Assessment of sources of PCE contamination in groundwater using a Monte Carlo method in the Functional Urban Area of Milano

Luca Alberti (a), Loris Colombo (a), Giovanni Formentin (b) & Gabriele Oberto (a)
(a) Dipartimento di Ingegneria Civile e Ambientale, Politecnico di Milano, Piazza Leonardo da Vinci, 32, 20133, Milan, Italy. Corresponding author e-mail: loris.colombo@polimi.it. (b) Tethys srl, Viale Lombardia 11, Milano, Italy E-mail: giovanni.formentin@tethys.srl.

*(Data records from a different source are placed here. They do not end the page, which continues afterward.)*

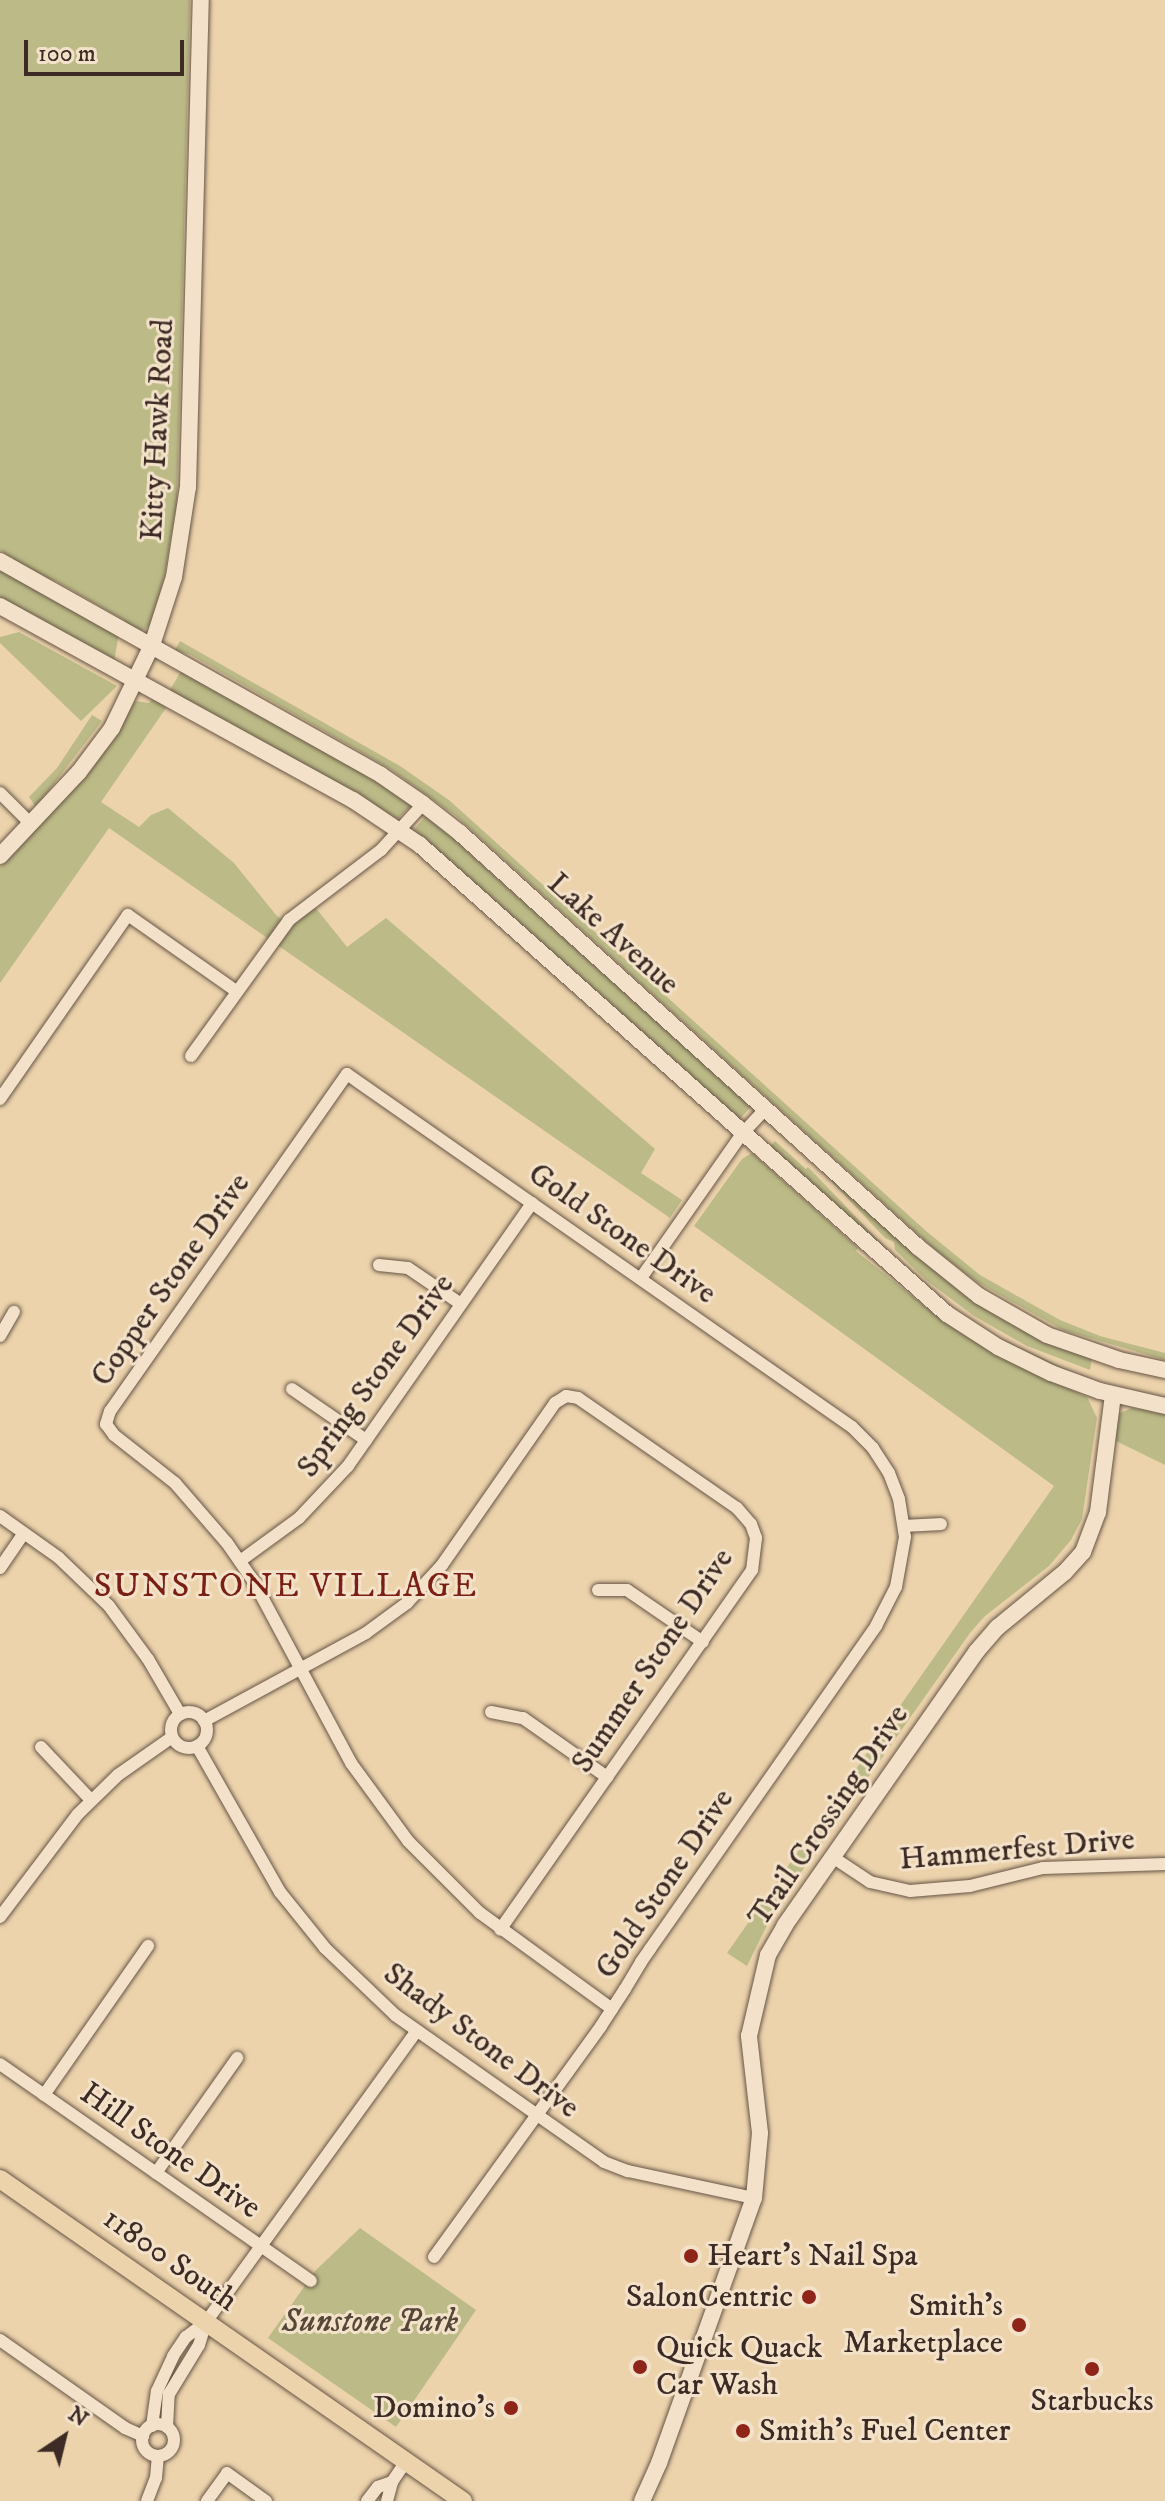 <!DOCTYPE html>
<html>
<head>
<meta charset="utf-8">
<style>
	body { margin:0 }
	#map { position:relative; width:1165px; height:2501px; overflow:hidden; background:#ecd3ac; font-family:"IM FELL DW Pica",serif }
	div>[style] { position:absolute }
	.green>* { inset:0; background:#bcbb87; transform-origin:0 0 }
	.roads { filter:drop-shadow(0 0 2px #675546) drop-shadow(0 0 2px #675546) }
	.street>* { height:12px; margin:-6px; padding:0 6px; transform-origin:6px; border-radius:6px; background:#f3e2c9 }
	.street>.ring { margin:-6px; padding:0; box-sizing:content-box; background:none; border:12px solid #f3e2c9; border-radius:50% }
	.secondary>* { height:16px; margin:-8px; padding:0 8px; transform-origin:8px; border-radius:8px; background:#f3e2c9 }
	.primary>* { height:18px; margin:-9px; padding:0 9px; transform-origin:9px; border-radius:9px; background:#ecd3ac }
	.dots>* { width:22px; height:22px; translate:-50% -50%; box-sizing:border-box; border:4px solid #f3e2c9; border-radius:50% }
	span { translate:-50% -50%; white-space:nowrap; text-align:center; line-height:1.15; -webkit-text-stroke:6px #f3e2c9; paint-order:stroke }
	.street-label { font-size:32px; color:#3b2b24 }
	.poi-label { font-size:32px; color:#3b2b24 }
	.left { translate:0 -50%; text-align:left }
	.right { translate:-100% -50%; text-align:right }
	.park-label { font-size:32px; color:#554838; font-style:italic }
	.neighbourhood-label { font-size:34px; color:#7a1f14; letter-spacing:2px }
	.north { position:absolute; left:24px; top:2397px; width:80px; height:80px; -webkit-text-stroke:6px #f3e2c9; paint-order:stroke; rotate:35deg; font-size:22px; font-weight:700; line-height:32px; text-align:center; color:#3b2b24 }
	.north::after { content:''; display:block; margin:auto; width:28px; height:36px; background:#3b2b24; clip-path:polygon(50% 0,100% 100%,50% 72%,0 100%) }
	.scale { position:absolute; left:24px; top:40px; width:160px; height:36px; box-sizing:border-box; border:4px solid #3b2b24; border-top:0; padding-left:10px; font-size:24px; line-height:28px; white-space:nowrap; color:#3b2b24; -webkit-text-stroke:6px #f3e2c9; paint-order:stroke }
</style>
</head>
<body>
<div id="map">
	<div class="green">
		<i style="clip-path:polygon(0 0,190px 0,177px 502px,164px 579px,150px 624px,144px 630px,138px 631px,127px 625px,124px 620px,56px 581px,44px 579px,0 550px)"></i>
		<i style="clip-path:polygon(0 565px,119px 633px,114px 662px,0 601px)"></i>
		<i style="clip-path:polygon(19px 632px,117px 686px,81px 721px,0 643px,0 637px)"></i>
		<i style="clip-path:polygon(180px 641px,400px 766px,449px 800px,926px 1231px,980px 1275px,1060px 1320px,1100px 1336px,1165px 1353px,1165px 1360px,1063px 1330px,977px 1282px,940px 1254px,456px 816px,389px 768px,191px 655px,175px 650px)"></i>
		<i style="clip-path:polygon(182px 669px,380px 782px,412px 805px,396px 820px,169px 692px)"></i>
		<i style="clip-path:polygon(153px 697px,166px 708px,101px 802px,139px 827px,151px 815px,168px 808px,234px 863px,276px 915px,291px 927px,315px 907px,347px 947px,386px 918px,655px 1149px,641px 1173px,682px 1200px,670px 1218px,109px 828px,0 983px,0 867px,116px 733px,135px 701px,149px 703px)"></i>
		<i style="clip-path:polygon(92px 715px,102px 721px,36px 807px,29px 797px,57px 768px)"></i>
		<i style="left:427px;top:815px;width:436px;height:21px;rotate:42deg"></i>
		<i style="clip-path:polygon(775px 1141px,806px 1169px,808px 1167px,909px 1272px,952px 1308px,987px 1332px,1072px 1372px,1070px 1374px,1001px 1342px,938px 1301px,768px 1149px)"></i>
		<i style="clip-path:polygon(798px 1146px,906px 1244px,1092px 1358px,1090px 1370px,1027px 1346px,974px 1316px,926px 1280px,895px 1250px,894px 1242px,885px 1238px)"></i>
		<i style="clip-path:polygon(752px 1153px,858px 1248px,856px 1251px,933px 1313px,1000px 1356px,1087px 1397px,1097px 1418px,1082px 1519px,1071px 1540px,1049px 1566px,985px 1616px,970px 1633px,775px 1909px,747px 1966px,727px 1953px,1054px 1486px,694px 1226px,742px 1159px)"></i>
		<i style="clip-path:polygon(1132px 1408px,1165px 1414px,1165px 1465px,1114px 1440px,1118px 1414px)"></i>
		<i style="clip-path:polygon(360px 2228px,476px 2310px,396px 2427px,268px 2338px,316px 2270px)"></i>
	</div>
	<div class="roads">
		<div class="street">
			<i style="left:0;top:793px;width:44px;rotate:45deg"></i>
			<i style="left:191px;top:1056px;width:168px;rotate:-54.2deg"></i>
			<i style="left:289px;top:920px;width:116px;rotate:-37.3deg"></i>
			<i style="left:381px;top:850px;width:62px;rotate:-47.6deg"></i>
			<i style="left:0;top:1099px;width:224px;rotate:-55.2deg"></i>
			<i style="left:128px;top:915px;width:132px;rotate:35.1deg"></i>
			<i style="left:379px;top:1265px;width:29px;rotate:6deg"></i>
			<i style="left:408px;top:1268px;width:64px;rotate:34.2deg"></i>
			<i style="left:641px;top:1278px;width:176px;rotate:-55deg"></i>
			<i style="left:742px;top:1134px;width:34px;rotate:-47deg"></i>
			<i style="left:0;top:1336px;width:28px;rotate:-60deg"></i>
			<i style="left:292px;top:1389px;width:90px;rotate:34.6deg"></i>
			<i style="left:0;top:1516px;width:72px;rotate:35.4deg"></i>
			<i style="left:59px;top:1558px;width:69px;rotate:43.8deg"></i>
			<i style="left:109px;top:1606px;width:66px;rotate:53.7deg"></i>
			<i style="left:148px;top:1659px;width:64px;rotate:59.8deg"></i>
			<i style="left:904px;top:1526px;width:37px;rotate:-3deg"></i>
			<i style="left:240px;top:1561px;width:73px;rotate:-36.1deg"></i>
			<i style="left:299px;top:1518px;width:71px;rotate:-46.7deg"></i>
			<i style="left:348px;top:1466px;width:321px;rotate:-55deg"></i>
			<i style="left:0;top:1568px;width:42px;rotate:-55.6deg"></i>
			<i style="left:598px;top:1590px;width:29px"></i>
			<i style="left:627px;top:1590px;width:92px;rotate:34.4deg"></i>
			<i style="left:491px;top:1712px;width:33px;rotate:11deg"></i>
			<i style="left:523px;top:1718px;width:103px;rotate:35.1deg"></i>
			<i class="ring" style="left:171px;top:1712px;width:24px;height:24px"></i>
			<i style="left:204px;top:1721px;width:184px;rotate:-28.5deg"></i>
			<i style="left:366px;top:1633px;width:51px;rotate:-36.2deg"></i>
			<i style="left:407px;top:1603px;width:52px;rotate:-47.4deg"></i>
			<i style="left:442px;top:1565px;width:198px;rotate:-55.1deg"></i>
			<i style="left:555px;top:1403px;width:13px;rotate:-32deg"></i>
			<i style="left:566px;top:1396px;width:12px;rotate:9deg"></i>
			<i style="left:578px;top:1398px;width:193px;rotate:34.7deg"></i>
			<i style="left:737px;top:1508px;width:21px;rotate:49deg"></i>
			<i style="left:751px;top:1524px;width:15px;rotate:70deg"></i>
			<i style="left:756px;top:1538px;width:32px;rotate:97deg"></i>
			<i style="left:752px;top:1570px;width:439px;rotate:125deg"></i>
			<i style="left:197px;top:1746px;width:168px;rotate:60.4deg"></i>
			<i style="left:280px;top:1892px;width:72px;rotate:51.2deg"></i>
			<i style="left:325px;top:1948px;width:97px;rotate:43.7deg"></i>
			<i style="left:395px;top:2015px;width:256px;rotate:35.1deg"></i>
			<i style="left:604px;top:2162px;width:26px;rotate:21deg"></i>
			<i style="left:628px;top:2171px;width:129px;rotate:12.1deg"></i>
			<i style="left:41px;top:1747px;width:73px;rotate:46.7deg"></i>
			<i style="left:834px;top:1858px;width:43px;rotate:33.7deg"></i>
			<i style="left:870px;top:1882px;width:41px;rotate:12.7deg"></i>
			<i style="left:910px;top:1891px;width:60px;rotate:-4.8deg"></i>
			<i style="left:970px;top:1886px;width:75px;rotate:-13.9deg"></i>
			<i style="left:1043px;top:1868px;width:122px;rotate:-1.9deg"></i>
			<i style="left:0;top:1917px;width:129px;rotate:-52.9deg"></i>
			<i style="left:78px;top:1814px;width:56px;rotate:-44.3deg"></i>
			<i style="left:118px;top:1775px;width:66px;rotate:-35.1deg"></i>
			<i style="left:0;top:2064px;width:379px;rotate:34.9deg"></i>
			<i style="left:44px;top:2095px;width:182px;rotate:-55.1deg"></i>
			<i style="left:156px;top:2173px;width:141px;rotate:-54.8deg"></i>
			<i style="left:434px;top:2257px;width:285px;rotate:-54.1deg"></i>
			<i style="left:601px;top:2026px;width:20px;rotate:-57deg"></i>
			<i style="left:612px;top:2009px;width:24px;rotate:-57deg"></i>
			<i style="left:625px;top:1989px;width:31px;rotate:-59deg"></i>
			<i style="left:641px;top:1962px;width:16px;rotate:-55deg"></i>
			<i style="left:650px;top:1949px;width:394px;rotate:-55deg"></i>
			<i style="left:876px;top:1626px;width:44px;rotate:-62.9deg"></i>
			<i style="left:896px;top:1587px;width:51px;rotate:-79.8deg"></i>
			<i style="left:905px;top:1537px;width:38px;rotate:-99deg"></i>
			<i style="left:899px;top:1499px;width:28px;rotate:-111deg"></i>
			<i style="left:889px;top:1473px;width:30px;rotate:-123deg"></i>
			<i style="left:873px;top:1448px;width:30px;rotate:-135deg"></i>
			<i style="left:852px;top:1427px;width:616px;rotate:-145.05deg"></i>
			<i style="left:347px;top:1074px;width:412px;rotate:125.1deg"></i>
			<i style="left:110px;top:1411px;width:14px;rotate:107deg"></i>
			<i style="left:106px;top:1424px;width:14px;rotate:54deg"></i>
			<i style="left:114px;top:1435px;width:78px;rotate:38.2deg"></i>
			<i style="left:175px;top:1483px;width:79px;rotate:49.1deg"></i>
			<i style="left:227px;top:1543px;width:47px;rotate:55.3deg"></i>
			<i style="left:254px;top:1582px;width:205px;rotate:61.8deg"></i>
			<i style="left:351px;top:1763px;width:97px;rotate:53.8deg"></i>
			<i style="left:408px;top:1841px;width:102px;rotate:45deg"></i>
			<i style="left:480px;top:1913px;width:163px;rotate:36deg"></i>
			<i style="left:0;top:2340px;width:153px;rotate:35.1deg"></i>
			<i style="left:125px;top:2428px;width:20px;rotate:24deg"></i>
			<i class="ring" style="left:142px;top:2424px;width:20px;height:20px"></i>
			<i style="left:152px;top:2426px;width:35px;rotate:-82deg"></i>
			<i style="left:157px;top:2391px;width:38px;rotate:-65deg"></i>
			<i style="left:173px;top:2356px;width:23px;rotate:-56deg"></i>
			<i style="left:186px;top:2337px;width:25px;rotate:-37deg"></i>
			<i style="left:206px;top:2322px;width:358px;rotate:-54.1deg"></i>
			<i style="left:167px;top:2427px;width:33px;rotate:-87deg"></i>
			<i style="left:169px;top:2394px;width:57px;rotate:-58.5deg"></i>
			<i style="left:199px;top:2345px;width:24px;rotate:-73deg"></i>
			<i style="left:147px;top:2501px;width:25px;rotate:-69deg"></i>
			<i style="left:156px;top:2478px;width:22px;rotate:-85deg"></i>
			<i style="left:207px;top:2501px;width:34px;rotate:-54deg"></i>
			<i style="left:227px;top:2473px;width:48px;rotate:35.7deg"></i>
			<i style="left:367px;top:2501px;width:18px;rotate:-52deg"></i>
			<i style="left:378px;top:2487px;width:15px;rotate:-20deg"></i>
			<i style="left:387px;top:2501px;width:20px;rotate:-75deg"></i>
			<i style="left:392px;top:2482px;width:25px;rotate:-56deg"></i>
		</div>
		<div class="secondary">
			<i style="left:0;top:561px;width:437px;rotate:29.3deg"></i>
			<i style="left:381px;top:775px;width:51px;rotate:34.6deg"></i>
			<i style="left:423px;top:804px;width:47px;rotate:38.1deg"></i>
			<i style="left:460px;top:833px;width:617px;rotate:42.11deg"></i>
			<i style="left:918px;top:1247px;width:78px;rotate:38.8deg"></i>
			<i style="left:979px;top:1296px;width:78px;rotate:29.8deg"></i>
			<i style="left:1047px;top:1335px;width:76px;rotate:19.1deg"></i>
			<i style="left:1119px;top:1360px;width:47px;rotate:12.3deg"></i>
			<i style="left:0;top:606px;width:403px;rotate:28.8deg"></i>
			<i style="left:353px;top:800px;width:81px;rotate:33.9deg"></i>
			<i style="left:420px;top:845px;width:705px;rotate:41.67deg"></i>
			<i style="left:947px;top:1314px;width:61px;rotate:32.9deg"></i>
			<i style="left:998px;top:1347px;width:59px;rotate:26.1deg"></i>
			<i style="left:1051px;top:1373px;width:52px;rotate:20.2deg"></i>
			<i style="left:1100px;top:1391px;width:67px;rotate:13deg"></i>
			<i style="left:0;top:856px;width:115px;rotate:-46.8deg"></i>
			<i style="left:79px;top:772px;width:55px;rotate:-53.1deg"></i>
			<i style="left:112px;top:728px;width:92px;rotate:-64.3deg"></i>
			<i style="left:152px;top:645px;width:71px;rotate:-72.1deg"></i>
			<i style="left:174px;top:577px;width:91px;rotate:-81.2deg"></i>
			<i style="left:188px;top:487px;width:487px;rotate:-88.5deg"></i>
			<i style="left:642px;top:2501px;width:42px;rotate:-65.9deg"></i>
			<i style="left:659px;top:2463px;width:282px;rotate:-70.3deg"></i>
			<i style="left:754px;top:2198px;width:65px;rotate:-84.7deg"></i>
			<i style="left:760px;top:2133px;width:98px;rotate:-96.5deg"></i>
			<i style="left:749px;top:2036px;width:83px;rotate:-76.8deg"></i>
			<i style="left:768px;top:1955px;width:34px;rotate:-60deg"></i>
			<i style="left:785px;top:1925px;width:333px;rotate:-55deg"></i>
			<i style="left:976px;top:1652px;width:33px;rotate:-49deg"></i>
			<i style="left:998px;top:1627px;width:87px;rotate:-39.4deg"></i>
			<i style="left:1065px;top:1572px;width:27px;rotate:-48deg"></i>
			<i style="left:1083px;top:1552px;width:43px;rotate:-69.4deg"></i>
			<i style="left:1098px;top:1512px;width:118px;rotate:-82.7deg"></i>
		</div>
		<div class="primary">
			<i style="left:0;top:2179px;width:564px;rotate:34.82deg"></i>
		</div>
	</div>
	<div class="dots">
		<i style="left:691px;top:2256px;background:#8f2418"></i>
		<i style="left:809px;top:2297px;background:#8f2418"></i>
		<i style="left:1019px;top:2325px;background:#8f2418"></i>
		<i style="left:640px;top:2367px;background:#8f2418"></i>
		<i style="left:1092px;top:2369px;background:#8f2418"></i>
		<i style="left:511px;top:2408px;background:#8f2418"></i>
		<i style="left:743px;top:2431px;background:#8f2418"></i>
	</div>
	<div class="street-label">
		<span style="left:158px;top:430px;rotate:-87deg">Kitty Hawk Road</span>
		<span style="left:613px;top:934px;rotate:42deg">Lake Avenue</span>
		<span style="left:622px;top:1234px;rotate:35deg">Gold Stone Drive</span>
		<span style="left:171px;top:1280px;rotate:-55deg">Copper Stone Drive</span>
		<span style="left:376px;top:1376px;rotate:-54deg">Spring Stone Drive</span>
		<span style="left:653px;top:1661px;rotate:-56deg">Summer Stone Drive</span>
		<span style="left:829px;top:1816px;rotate:-56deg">Trail Crossing Drive</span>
		<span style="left:1017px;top:1850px;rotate:-5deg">Hammerfest Drive</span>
		<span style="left:665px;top:1884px;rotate:-56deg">Gold Stone Drive</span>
		<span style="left:481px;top:2041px;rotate:37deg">Shady Stone Drive</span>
		<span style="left:170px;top:2151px;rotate:35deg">Hill Stone Drive</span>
		<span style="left:170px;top:2260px;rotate:35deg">11800 South</span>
	</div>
	<div class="poi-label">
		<span class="left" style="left:707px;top:2256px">Heart's Nail Spa</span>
		<span class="right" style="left:793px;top:2297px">SalonCentric</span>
		<span class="right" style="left:1003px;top:2325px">Smith's<br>Marketplace</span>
		<span class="left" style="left:656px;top:2367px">Quick Quack<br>Car Wash</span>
		<span style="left:1092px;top:2401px">Starbucks</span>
		<span class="right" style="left:495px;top:2408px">Domino's</span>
		<span class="left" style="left:759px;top:2431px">Smith's Fuel Center</span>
	</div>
	<div class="park-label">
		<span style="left:370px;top:2322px">Sunstone Park</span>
	</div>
	<div class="neighbourhood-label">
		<span style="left:286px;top:1587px">SUNSTONE VILLAGE</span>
	</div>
	<div class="north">N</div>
	<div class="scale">100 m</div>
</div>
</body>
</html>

Water Framework Directive and Groundwater Directive (2006/118/CE) represent the main European regulations on water resources quality, requiring the identification and management of contamination sources threatening the achievement of acceptable groundwater quality status. The sources of groundwater contamination can be classified into two different categories: 1) point sources (PS), which are identified areas releasing plumes of high/very high concentrations (i.e. hot-spots) and 2) multiple-point sources (MPS) constituted by a series of unidentifiable small sources clustered in a large area, generating a diffuse contamination. The latter category predominates in European Functional Urban Areas and cannot be managed with the usual remediation techniques such as those conceived for large/medium contaminated sites, mainly because of the difficulty to identify the many different source areas releasing small contaminant mass. Consequently, the usual remediation procedures are not economically sustainable and often fail to provide results in an acceptable time frame. A powerful tool in this context is transport modeling, as it can be used in combination with statistical methods to assess MPS groundwater contamination even in a highly undetermined setting. Due to the uncertainty related to the exact position and intensity of MPS, a numerical model (MODFLOW/MT3DMS) was implemented in a pilot area in the North-Eastern sector of the Milano FUA. Using the inverse calibration code PEST, a model was calibrated representing the diffuse PCE source field (Italian Law limit is within 1.1 mg/l). This was then used as input to a statistical process based on the Null-Space Monte Carlo (NSMC) method, which allows to generate unlimited sets of sources, all respecting the measured concentrations. 99 different realisations were thus obtained, each attributing a contaminant inflow (with varying concentrations) to every cell of the model top layer. The model minimizing the objective function (composed by the diffuse concentration targets in monitoring wells), gives useful information to assess the overall contaminant sources distribution and to identify the probability of each domain sector to contribute to the contaminant mass inflow.

diffuse contamination, transport modeling, inverse modeling, uncertainty prediction.